> EXERCISE DETAILS
Your response should be a copy of each line in the listing below that includes the word "stream".

> SOURCE DATA

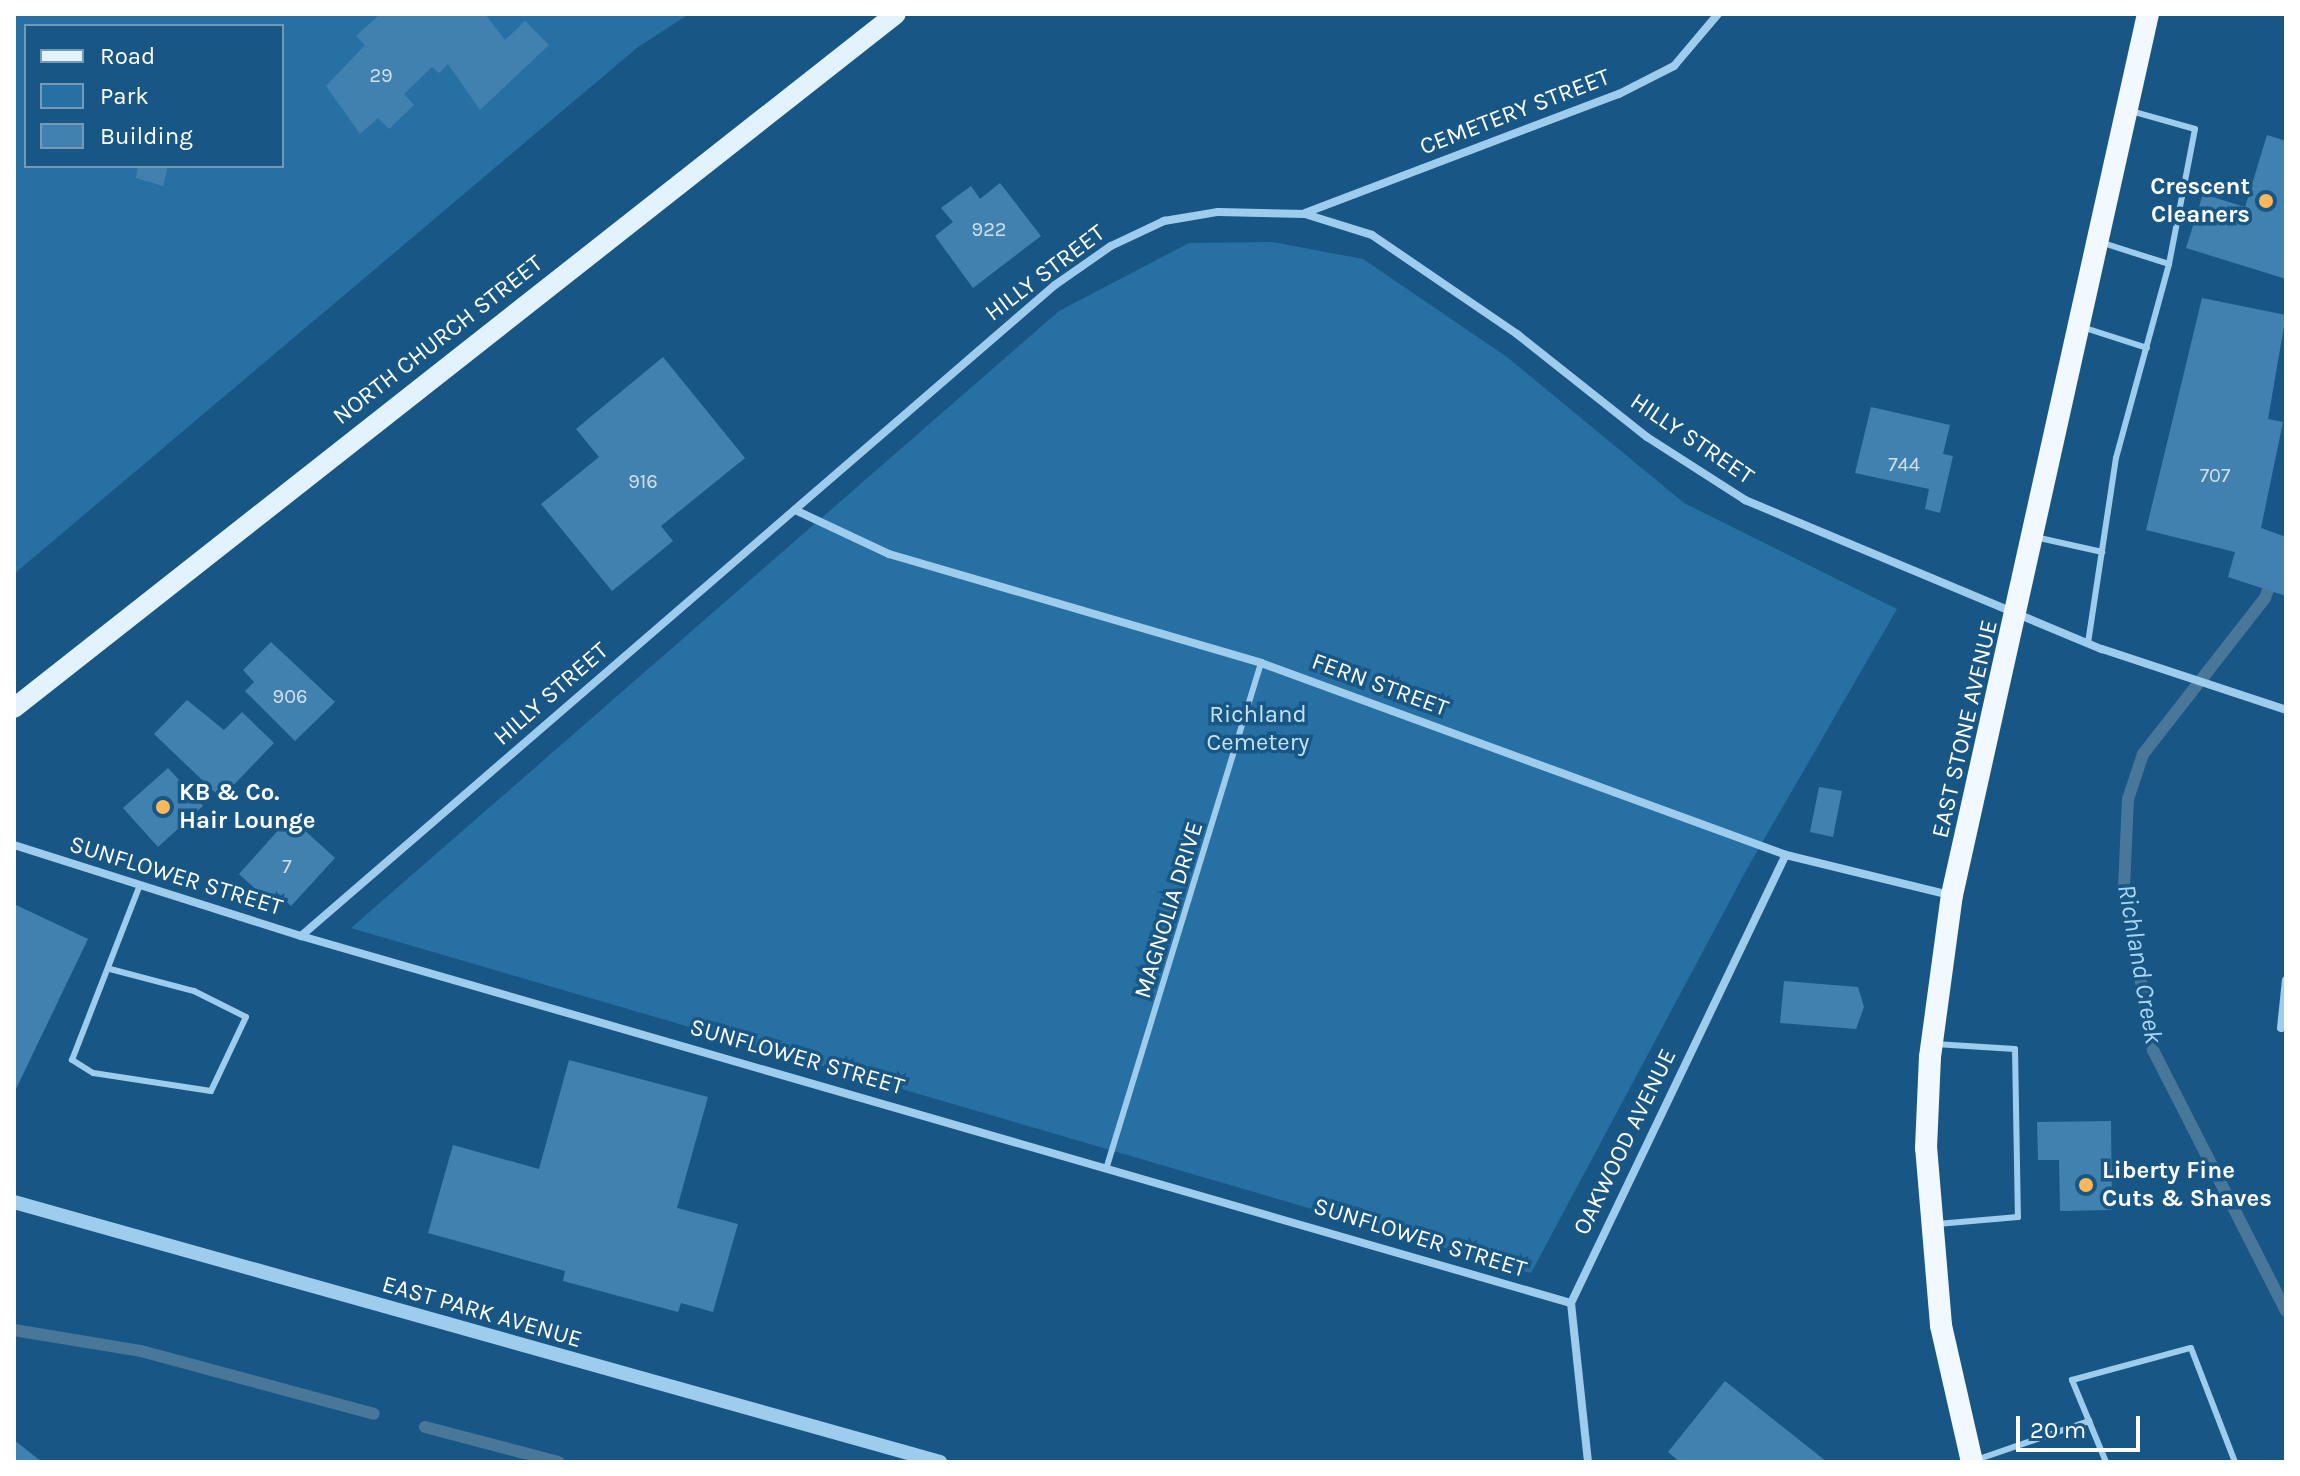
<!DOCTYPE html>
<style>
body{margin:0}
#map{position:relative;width:2300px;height:1476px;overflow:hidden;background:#185785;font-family:Karla,sans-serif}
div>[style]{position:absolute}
.green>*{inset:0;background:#2770a3}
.stream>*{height:12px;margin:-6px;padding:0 6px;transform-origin:6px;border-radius:6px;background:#497799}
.building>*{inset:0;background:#4181af}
.service>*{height:6px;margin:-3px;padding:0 3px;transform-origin:3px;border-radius:3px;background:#9ecced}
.minor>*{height:8px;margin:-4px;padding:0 4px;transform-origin:4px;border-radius:4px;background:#9ecced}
.tertiary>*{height:14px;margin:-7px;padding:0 7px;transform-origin:7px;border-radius:7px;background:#9ecced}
.primary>*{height:20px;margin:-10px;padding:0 10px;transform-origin:10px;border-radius:10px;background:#e3f2ff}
.trunk>*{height:22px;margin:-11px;padding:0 11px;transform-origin:11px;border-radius:11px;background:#f1f8ff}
.dots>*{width:22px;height:22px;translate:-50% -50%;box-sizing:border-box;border:4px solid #185785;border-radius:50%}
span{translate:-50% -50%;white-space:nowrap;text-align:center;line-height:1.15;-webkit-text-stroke:7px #185785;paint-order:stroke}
.number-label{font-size:20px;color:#d0e0eb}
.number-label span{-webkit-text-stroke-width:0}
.street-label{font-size:24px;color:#fff}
.poi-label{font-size:24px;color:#fff;font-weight:700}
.right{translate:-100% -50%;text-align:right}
.left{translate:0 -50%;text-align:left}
.park-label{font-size:24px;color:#c3e3f9}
.water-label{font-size:26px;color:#a9d6f4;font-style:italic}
.frame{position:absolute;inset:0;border:16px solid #fff;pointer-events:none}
.legend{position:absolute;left:24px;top:24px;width:260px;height:144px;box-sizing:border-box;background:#185785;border:2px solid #749ab6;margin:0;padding:10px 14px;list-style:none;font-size:24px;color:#fff}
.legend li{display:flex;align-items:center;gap:16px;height:40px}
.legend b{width:40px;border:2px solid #749ab6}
.scale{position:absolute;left:2016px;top:1416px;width:124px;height:36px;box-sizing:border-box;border:4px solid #fff;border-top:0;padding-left:10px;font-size:24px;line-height:28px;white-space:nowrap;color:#fff;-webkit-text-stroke:6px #185785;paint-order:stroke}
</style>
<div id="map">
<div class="green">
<i style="clip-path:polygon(evenodd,14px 14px,689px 14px,638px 47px,14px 574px,14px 14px,26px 26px,282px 26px,282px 166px,26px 166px,26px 26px)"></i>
<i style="clip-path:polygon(1272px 242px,1363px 259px,1507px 357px,1684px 503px,1897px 609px,1748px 867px,1531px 1273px,351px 928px,1059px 311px,1189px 243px)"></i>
</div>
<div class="stream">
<i style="left:2273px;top:576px;width:23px;rotate:110deg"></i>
<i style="left:2265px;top:598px;width:198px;rotate:128deg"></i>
<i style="left:2143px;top:754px;width:47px;rotate:108.4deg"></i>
<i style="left:2128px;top:799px;width:87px;rotate:92.6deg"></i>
<i style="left:2124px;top:886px;width:167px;rotate:80deg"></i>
<i style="left:2153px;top:1050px;width:293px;rotate:63deg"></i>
<i style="left:14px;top:1330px;width:129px;rotate:9.4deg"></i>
<i style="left:141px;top:1351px;width:241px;rotate:15.1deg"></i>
<i style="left:425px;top:1427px;width:138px;rotate:14.7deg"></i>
</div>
<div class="building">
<i style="clip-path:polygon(394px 14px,485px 14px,505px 40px,525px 21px,549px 45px,480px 110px,448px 64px,439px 73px,432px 67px,404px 94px,414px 105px,389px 129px,378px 118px,360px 134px,326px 86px,365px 45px,356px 36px,379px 15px)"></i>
<i style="clip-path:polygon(2267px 135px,2286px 141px,2286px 279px,2186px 248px,2203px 194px,2245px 207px)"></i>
<i style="clip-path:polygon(138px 166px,168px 166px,163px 186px,136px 178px)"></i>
<i style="clip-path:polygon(1000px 183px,1041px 236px,973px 288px,935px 236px,953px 222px,941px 208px,971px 186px,980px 199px)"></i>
<i style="clip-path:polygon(2202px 298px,2286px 315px,2268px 419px,2283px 422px,2261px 528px,2286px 537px,2286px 596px,2228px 577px,2235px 552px,2146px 530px)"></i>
<i style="clip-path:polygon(663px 357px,745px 458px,661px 526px,673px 541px,612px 591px,541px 504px,599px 457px,576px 429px)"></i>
<i style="clip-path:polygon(1871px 407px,1950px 425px,1943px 454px,1953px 456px,1940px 513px,1925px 509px,1929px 489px,1855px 473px)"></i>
<i style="clip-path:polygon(271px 642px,335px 702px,295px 741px,245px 691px,254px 682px,243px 670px)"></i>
<i style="clip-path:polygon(187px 700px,224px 730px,242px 712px,274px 743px,221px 798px,154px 734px)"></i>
<i style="clip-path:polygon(168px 768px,203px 806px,158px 847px,123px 808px)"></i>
<i style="clip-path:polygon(1819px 787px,1842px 791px,1833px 837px,1810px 832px)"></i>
<i style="clip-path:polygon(290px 817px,335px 858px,291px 906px,279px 894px,271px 903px,239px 874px)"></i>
<i style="clip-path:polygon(14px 904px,88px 939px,14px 1093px)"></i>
<i style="clip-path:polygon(1784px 981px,1858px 987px,1864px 1007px,1856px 1029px,1780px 1023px)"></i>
<i style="clip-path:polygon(569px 1060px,708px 1097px,677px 1208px,738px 1224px,713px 1312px,681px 1303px,678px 1312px,563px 1281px,565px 1271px,428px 1233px,453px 1145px,539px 1169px)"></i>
<i style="clip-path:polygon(2111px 1121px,2112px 1210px,2060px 1211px,2059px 1160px,2038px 1160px,2037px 1122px)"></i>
<i style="clip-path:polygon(1725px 1381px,1827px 1462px,1680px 1462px,1668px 1452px)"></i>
<i style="clip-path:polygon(14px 1440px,42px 1462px,14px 1462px)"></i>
</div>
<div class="service">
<i style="left:2103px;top:243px;width:69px;rotate:17.7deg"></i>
<i style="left:2169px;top:264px;width:137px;rotate:-79.1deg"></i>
<i style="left:2195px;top:129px;width:66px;rotate:-164.3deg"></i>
<i style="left:2085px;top:328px;width:65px;rotate:17.9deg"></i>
<i style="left:2035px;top:537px;width:69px;rotate:12.6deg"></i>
<i style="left:2088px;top:643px;width:187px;rotate:-81.4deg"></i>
<i style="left:2116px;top:458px;width:201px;rotate:-74.7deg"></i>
<i style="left:110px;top:969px;width:87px;rotate:14.7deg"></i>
<i style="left:194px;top:991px;width:58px;rotate:26.6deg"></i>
<i style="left:246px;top:1017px;width:82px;rotate:115.3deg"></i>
<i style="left:211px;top:1091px;width:119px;rotate:-171.3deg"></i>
<i style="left:93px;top:1073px;width:25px;rotate:-148deg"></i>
<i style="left:72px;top:1060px;width:186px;rotate:-68.8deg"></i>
<i style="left:1935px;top:1044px;width:80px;rotate:3.6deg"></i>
<i style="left:2015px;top:1049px;width:168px;rotate:89deg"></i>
<i style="left:2018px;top:1217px;width:81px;rotate:175.1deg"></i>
<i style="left:1107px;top:1166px;width:526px;rotate:-72.98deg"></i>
<i style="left:1976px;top:1460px;width:120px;rotate:-19deg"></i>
<i style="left:2106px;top:1462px;width:89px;rotate:-112.5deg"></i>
<i style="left:2072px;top:1380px;width:123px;rotate:-15.1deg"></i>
<i style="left:2191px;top:1348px;width:122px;rotate:68.9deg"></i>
</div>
<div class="minor">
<i style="left:1305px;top:213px;width:336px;rotate:-20.8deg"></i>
<i style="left:1619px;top:94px;width:62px;rotate:-27deg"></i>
<i style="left:1674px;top:66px;width:68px;rotate:-49.8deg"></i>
<i style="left:795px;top:510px;width:104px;rotate:25.1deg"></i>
<i style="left:889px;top:554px;width:388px;rotate:16.3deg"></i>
<i style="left:1261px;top:663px;width:559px;rotate:20.09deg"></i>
<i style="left:1786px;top:855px;width:169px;rotate:13.7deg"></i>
<i style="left:14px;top:845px;width:301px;rotate:17.6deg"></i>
<i style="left:301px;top:936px;width:1322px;rotate:16.12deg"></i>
<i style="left:301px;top:936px;width:996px;rotate:-40.81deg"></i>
<i style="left:1055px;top:285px;width:68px;rotate:-34.9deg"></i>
<i style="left:1111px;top:246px;width:59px;rotate:-25.3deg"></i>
<i style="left:1164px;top:221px;width:55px;rotate:-9.5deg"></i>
<i style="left:1218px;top:212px;width:87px;rotate:1.3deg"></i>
<i style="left:1305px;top:214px;width:70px;rotate:17.4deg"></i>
<i style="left:1372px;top:235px;width:176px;rotate:34.3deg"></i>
<i style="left:1517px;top:334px;width:166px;rotate:38.4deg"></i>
<i style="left:1647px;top:437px;width:117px;rotate:32.7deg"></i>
<i style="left:1745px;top:500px;width:387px;rotate:22.7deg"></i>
<i style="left:2102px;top:649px;width:194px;rotate:18.3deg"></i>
<i style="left:2281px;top:1028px;width:48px;rotate:-84.1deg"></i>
<i style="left:1588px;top:1462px;width:160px;rotate:-96.1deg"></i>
<i style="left:1571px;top:1303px;width:497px;rotate:-64.4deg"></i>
</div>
<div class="tertiary">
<i style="left:14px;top:1202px;width:962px;rotate:15.68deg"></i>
</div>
<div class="primary">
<i style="left:14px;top:708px;width:1122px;rotate:-38.2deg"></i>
</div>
<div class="trunk">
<i style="left:1972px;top:1462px;width:140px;rotate:-102.8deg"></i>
<i style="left:1941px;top:1325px;width:178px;rotate:-94.8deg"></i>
<i style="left:1926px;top:1148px;width:91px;rotate:-87.5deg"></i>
<i style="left:1930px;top:1057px;width:163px;rotate:-82.3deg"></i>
<i style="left:1952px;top:895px;width:903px;rotate:-77.46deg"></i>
</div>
<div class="dots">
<i style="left:2266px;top:201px;background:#ffb859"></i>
<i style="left:163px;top:807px;background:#ffb859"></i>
<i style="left:2086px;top:1185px;background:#ffb859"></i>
</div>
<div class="number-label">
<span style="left:381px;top:75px">29</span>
<span style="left:989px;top:229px">922</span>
<span style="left:1904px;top:464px">744</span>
<span style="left:2215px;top:475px">707</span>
<span style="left:643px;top:481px">916</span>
<span style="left:290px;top:696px">906</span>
<span style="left:287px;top:866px">7</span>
</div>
<div class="street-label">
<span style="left:1515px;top:112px;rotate:-21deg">CEMETERY STREET</span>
<span style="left:1045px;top:273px;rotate:-37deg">HILLY STREET</span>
<span style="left:438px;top:340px;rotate:-38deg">NORTH CHURCH STREET</span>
<span style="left:1692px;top:439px;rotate:34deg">HILLY STREET</span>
<span style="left:1380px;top:685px;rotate:20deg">FERN STREET</span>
<span style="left:551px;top:694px;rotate:-41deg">HILLY STREET</span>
<span style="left:1965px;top:729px;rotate:-77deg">EAST STONE AVENUE</span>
<span style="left:176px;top:876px;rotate:17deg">SUNFLOWER STREET</span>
<span style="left:1169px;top:910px;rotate:-73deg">MAGNOLIA DRIVE</span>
<span style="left:797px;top:1057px;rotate:16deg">SUNFLOWER STREET</span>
<span style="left:1625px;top:1142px;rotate:-64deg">OAKWOOD AVENUE</span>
<span style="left:1420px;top:1238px;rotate:17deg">SUNFLOWER STREET</span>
<span style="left:482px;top:1312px;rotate:16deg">EAST PARK AVENUE</span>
</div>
<div class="poi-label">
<span class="right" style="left:2250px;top:201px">Crescent<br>Cleaners</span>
<span class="left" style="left:179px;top:807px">KB &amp; Co.<br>Hair Lounge</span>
<span class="left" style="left:2102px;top:1185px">Liberty Fine<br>Cuts &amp; Shaves</span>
</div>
<div class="park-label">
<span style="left:1258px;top:729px">Richland<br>Cemetery</span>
</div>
<div class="water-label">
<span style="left:2140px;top:964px;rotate:80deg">Richland Creek</span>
</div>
<div class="frame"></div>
<ul class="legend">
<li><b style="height:10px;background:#e3f2ff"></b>Road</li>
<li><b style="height:22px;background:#2770a3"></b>Park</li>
<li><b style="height:22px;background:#4181af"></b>Building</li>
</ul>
<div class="scale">20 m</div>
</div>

> RESULT FOR THIS EXERCISE
.stream>*{height:12px;margin:-6px;padding:0 6px;transform-origin:6px;border-radius:6px;background:#497799}
<div class="stream">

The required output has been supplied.